Вот и сейчас сипло, громко, но вразнобой они, соседи, из своей избы кому-то сообщили на два голоса – мужской и женский:

– Напилася я пьяной, не дойду я до дому!..

Возвестили и умолкли.

Мы привыкли. Дима усмехнулся – первый раз слышит.

Черёмуха у них, у соседей, в палисаднике с завалившимся штакетником. Старая. Разросшаяся. Не так, как наша берёза, но уже тоже проредела. В листьях когда она, не видно за ней дома – как в маскировочном халате – мимо пройдёшь, не распознаешь.
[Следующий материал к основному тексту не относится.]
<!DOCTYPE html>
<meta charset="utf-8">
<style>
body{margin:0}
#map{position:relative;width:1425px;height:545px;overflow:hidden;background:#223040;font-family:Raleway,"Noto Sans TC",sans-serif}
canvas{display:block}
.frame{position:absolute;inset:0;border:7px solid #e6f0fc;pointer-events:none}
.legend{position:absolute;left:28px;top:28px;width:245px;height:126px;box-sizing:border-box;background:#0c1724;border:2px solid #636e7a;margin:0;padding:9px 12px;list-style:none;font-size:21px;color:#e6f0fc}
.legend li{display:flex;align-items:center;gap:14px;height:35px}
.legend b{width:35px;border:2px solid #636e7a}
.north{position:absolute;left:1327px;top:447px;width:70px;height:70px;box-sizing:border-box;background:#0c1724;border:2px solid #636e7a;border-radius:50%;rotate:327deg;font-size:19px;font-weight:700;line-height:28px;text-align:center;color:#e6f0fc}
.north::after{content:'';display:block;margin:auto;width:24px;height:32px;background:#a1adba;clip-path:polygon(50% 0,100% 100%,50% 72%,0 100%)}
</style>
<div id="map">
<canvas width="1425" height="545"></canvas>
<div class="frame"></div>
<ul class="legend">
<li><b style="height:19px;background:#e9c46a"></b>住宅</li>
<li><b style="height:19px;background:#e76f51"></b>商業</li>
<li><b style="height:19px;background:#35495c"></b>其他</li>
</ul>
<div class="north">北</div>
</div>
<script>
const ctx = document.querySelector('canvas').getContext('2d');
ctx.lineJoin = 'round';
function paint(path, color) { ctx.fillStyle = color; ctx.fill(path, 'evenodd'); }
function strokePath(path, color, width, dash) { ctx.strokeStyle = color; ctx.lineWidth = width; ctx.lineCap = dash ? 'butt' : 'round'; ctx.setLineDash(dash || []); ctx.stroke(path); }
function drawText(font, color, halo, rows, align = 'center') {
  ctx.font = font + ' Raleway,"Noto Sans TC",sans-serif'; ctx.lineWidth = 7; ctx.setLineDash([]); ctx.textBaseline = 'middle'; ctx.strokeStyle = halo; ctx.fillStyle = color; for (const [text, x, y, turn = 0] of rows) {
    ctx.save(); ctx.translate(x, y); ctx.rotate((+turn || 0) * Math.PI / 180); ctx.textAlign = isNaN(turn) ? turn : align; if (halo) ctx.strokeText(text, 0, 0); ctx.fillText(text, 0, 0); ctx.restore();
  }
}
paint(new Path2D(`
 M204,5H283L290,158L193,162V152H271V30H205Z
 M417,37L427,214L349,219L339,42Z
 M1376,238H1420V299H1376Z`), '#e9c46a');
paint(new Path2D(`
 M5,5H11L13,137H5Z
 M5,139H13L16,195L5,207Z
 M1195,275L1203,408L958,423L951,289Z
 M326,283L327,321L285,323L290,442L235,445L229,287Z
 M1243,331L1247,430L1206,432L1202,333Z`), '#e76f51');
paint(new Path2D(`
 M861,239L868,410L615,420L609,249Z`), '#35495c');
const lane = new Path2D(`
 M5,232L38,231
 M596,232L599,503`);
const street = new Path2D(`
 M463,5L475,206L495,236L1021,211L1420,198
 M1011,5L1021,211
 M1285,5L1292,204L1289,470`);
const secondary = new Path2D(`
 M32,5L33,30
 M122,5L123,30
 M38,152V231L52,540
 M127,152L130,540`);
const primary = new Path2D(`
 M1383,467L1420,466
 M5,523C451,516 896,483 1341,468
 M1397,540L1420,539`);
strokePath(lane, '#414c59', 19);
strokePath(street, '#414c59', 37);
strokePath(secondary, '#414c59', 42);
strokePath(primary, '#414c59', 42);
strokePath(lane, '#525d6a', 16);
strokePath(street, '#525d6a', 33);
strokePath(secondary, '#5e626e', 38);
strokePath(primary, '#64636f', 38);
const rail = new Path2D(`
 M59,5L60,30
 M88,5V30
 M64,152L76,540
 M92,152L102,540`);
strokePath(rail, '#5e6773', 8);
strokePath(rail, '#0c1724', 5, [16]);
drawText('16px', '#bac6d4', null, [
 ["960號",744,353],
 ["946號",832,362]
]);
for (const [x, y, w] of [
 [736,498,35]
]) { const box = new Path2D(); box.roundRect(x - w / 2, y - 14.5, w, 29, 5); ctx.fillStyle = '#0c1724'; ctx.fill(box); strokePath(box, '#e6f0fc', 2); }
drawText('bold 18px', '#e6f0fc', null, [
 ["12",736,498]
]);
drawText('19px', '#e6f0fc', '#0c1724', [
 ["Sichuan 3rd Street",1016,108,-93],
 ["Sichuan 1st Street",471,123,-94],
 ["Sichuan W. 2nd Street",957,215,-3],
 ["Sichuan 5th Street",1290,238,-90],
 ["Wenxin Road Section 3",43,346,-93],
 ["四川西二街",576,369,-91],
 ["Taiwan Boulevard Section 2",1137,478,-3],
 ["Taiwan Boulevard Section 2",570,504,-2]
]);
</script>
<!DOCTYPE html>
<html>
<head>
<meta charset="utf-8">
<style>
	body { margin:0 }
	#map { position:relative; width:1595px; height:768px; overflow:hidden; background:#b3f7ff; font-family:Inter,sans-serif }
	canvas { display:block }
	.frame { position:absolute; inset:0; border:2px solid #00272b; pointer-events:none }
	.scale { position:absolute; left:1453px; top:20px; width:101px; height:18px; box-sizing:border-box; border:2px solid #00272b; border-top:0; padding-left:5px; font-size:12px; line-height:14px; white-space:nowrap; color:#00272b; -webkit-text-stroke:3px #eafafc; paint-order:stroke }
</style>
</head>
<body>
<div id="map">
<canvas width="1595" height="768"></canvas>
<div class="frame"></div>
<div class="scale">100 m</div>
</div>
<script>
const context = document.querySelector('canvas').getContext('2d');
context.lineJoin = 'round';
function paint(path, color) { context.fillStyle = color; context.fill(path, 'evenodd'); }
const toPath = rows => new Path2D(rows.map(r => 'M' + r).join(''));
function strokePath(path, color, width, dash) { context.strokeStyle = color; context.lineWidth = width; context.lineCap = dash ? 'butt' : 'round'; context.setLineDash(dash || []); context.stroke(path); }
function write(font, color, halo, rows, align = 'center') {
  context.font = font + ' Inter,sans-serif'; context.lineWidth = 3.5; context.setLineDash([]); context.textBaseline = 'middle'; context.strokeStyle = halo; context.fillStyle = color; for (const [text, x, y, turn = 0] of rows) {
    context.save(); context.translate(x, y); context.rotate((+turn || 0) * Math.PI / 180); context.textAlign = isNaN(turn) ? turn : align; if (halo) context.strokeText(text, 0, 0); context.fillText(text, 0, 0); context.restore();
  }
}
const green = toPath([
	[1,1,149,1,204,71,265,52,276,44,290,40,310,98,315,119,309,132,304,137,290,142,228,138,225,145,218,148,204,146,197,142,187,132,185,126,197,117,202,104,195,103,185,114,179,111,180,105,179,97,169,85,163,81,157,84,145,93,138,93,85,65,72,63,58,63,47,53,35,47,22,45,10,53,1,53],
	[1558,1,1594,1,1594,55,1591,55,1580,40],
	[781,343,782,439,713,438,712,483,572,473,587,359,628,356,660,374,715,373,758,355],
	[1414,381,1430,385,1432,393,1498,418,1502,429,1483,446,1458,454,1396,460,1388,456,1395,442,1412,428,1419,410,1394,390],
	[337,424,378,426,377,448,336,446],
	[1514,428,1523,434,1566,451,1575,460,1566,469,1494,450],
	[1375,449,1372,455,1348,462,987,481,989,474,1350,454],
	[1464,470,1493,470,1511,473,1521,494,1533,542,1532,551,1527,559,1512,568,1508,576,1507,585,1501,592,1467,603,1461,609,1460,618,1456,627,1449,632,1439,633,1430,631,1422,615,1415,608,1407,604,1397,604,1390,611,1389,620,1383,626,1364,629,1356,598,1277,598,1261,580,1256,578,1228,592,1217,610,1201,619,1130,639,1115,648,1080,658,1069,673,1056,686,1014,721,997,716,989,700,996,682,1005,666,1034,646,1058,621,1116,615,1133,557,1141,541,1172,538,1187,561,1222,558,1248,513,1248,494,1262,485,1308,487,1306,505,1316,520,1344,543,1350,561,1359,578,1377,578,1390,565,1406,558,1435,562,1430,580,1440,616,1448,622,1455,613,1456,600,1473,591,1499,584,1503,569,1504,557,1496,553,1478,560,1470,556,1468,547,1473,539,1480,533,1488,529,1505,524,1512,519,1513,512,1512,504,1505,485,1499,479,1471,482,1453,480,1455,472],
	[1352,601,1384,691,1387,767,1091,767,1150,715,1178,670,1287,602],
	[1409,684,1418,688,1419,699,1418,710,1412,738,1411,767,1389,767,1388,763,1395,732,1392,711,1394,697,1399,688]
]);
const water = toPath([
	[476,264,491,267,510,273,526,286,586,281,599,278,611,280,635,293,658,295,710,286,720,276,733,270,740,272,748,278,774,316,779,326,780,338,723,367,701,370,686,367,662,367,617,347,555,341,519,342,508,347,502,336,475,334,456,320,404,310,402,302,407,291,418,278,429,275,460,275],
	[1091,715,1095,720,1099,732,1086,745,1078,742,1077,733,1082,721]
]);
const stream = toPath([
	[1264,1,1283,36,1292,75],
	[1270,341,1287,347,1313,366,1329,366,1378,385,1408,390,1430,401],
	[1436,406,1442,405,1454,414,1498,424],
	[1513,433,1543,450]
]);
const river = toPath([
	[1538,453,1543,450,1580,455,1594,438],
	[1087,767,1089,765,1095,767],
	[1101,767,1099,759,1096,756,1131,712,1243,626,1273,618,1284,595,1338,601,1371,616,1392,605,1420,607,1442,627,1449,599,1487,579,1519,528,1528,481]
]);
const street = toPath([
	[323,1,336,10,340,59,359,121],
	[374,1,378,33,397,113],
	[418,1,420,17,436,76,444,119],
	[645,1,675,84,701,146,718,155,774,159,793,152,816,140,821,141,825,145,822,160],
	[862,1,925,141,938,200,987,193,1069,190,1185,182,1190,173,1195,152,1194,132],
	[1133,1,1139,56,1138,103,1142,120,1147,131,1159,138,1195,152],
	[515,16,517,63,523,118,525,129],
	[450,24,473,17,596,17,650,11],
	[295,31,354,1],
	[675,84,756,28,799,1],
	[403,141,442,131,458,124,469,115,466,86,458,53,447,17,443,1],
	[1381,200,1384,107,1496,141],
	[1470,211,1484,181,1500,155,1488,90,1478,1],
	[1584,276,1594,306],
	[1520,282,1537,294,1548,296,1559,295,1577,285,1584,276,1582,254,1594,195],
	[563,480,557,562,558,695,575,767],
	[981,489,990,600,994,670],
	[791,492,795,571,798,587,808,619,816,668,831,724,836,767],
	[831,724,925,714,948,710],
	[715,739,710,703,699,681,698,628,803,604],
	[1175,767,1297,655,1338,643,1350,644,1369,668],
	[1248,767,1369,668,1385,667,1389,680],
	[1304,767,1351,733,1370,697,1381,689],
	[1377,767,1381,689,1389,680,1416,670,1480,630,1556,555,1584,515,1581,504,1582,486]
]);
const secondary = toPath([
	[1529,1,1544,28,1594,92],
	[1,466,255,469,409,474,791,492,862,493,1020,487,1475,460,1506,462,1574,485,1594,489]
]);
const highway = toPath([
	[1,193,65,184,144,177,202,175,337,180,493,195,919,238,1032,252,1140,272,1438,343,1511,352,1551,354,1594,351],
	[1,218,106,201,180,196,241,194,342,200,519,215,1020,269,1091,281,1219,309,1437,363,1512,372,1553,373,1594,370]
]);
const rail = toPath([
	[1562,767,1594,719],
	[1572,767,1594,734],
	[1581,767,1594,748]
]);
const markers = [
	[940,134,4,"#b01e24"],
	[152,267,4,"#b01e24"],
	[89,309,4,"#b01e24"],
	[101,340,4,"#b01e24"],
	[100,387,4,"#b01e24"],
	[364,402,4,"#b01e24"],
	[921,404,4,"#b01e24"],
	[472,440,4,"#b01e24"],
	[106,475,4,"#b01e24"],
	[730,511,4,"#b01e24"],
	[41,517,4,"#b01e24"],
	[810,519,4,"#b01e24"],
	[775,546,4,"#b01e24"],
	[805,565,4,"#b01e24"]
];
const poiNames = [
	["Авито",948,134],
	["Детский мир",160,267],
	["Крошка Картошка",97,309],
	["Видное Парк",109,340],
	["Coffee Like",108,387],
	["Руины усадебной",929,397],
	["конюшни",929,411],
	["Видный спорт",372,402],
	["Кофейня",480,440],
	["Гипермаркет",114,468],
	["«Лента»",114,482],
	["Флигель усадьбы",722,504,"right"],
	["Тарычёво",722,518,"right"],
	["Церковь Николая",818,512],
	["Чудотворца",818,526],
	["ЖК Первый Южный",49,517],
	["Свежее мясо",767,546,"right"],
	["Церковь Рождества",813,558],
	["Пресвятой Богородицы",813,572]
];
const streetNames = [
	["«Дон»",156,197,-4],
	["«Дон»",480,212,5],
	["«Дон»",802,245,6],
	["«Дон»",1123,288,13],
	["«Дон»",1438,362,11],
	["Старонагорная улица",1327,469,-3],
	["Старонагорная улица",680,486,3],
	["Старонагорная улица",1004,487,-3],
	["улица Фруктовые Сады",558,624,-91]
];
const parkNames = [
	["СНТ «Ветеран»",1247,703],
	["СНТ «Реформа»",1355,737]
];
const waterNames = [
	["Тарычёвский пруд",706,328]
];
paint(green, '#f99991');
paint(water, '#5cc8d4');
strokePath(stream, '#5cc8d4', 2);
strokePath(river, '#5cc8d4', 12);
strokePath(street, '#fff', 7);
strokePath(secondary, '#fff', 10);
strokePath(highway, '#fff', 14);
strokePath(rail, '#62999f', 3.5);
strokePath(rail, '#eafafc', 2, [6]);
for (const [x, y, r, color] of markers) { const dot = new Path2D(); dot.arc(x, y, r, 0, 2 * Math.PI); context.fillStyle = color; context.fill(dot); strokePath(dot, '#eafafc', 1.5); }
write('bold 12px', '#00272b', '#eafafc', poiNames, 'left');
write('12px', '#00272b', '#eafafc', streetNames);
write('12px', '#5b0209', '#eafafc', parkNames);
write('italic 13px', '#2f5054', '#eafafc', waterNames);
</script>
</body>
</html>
И в ней, в черёмухе, с гроздьями чёрной ягоды, птички серые маячат. Не дрозды. Мельче. Тоже не местные – какие-то пролётом. Дрозды Ялань уже покинули – на юг отбыли; в лесу ли табунятся.

– Во, кому хорошо, – говорит мать про соседей, даже она их слышит, хоть и давно уж крепнет на ухо, так возгласили. – Как птицы. Красота. Ни хлопот тебе, ни забот. Выпили – и ладно, и пылай оно всё синим пламенем… А потом, под снегом-то, её пособираешь, – имеет в виду картошку. – И добро ещё, не глина… Как пух, земля у них там, чернозём-то… Шабалины раньше жили, и дом-то ставили они, усердные, работящие, дак унавозили. И до них веками удобряли – ею, землёю-то, кормились, теперь её, бедную, только используют, терзают-лишь бы чё выгадать, да толку-то… А-а, не выкопают, шибко-то не опечалятся… люди есть, не дадут умереть с голоду, – сказала так и говорит: – Рожь, поди, бы уродилась – вон черёмухи-то сколько… Раньше так всё примечали.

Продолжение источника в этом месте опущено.